I was wondering how does this gets interpreted by VW. The docs show an example of a feature called "grams" whose value is an array (e.g., [150, 300, 450]), but to me is still unclear what happens when we use feature values as arrays.
Thanks!
kornilcdima
@kornilcdima

Hey everybody. I've just started to use VW. And I'm solving a dynamic pricing problem where price is discrete action space (10 arms). Prices are cut on buckets, every bucket stores 10% of prices. My cost is CTR. My probability is constant 0.1 since I have 10 arms each of them appears in 10% of cases. My goal is to find optimal prices which lead to increasing CTR.
I know that CATs is better for my case but I prefer not using it as the first attempt.

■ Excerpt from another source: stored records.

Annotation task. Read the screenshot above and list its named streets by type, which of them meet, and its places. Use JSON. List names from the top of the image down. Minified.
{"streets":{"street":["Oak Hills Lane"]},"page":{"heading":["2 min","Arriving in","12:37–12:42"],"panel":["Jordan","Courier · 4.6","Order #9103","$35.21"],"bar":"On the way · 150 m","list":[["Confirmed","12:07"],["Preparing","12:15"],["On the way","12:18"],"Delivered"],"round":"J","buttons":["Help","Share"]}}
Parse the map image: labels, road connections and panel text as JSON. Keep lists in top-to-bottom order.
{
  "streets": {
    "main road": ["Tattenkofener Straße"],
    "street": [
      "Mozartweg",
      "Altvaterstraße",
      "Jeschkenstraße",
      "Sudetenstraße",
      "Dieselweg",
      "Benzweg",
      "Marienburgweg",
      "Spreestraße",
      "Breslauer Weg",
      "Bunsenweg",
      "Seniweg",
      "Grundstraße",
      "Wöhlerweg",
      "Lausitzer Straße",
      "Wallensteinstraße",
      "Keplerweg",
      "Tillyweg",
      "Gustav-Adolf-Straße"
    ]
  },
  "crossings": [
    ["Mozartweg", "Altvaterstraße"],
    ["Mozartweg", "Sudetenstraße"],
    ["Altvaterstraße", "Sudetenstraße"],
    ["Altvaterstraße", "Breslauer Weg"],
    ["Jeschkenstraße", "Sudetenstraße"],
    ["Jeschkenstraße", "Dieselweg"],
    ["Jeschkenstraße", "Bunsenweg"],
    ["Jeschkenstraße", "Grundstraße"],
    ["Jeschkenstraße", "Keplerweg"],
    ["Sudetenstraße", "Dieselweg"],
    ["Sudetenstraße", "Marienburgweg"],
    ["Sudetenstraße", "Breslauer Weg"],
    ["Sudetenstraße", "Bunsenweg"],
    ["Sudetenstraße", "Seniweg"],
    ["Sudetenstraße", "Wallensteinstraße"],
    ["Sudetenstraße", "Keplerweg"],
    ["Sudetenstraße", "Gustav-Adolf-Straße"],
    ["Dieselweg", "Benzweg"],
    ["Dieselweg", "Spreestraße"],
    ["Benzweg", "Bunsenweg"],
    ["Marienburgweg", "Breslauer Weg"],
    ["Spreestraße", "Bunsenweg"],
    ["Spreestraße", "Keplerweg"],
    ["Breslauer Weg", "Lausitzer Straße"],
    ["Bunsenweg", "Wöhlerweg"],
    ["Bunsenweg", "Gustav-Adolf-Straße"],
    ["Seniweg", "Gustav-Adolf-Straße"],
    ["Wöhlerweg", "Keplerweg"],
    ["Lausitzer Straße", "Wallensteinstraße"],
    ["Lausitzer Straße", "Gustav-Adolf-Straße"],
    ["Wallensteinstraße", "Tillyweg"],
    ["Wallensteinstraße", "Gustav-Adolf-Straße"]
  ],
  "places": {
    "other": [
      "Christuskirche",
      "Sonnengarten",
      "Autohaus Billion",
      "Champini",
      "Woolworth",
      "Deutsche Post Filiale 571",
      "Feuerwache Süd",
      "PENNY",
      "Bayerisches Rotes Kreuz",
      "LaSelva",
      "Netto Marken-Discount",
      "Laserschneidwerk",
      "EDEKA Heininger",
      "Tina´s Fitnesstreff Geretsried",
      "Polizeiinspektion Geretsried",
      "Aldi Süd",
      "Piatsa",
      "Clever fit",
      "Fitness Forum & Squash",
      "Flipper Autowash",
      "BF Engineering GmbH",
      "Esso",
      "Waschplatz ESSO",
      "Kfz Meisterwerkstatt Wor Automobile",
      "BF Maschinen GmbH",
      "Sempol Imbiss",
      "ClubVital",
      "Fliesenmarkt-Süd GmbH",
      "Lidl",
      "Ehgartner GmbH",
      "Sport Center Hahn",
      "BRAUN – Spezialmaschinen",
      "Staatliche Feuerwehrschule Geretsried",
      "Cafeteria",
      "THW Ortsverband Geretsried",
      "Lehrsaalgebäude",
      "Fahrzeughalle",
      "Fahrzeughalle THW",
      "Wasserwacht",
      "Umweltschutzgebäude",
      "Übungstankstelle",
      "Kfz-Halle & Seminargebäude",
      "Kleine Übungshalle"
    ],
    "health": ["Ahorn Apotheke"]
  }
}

I have the following questions questions:
1). What is the main difference between --cb and -cb_explore. As I understood --cb_explore just gives probabilities and --cb doesn't. I’ve noticed that it was mentioned that --cb doesn't do exploration and --cb_explore does. Am I right at this point?
2). VW requires the following format action: cost: probability. And probability here is nothing but pmf. Would it be right in my case just to set 0.1 for all cases.
3). I do kind of pretraining on logged data (existing dataset) to learn policy with parameters: --cb_explore 10 cover 13. After that I use a pre-trained model with the flag -i. I get the output with probas and take the highest proba as predicted value. Will I be exploring in this case?

20 replies
Bernardo Favoreto
Hello everyone!
I have a question concerning the use of Slates + CB and CCB + CB.
I've come across the following presentation from Netflix (https://www.slideshare.net/FaisalZakariaSiddiqi/netflix-talk-at-ml-platform-meetup-sep-2019) and was wondering if they used Slates.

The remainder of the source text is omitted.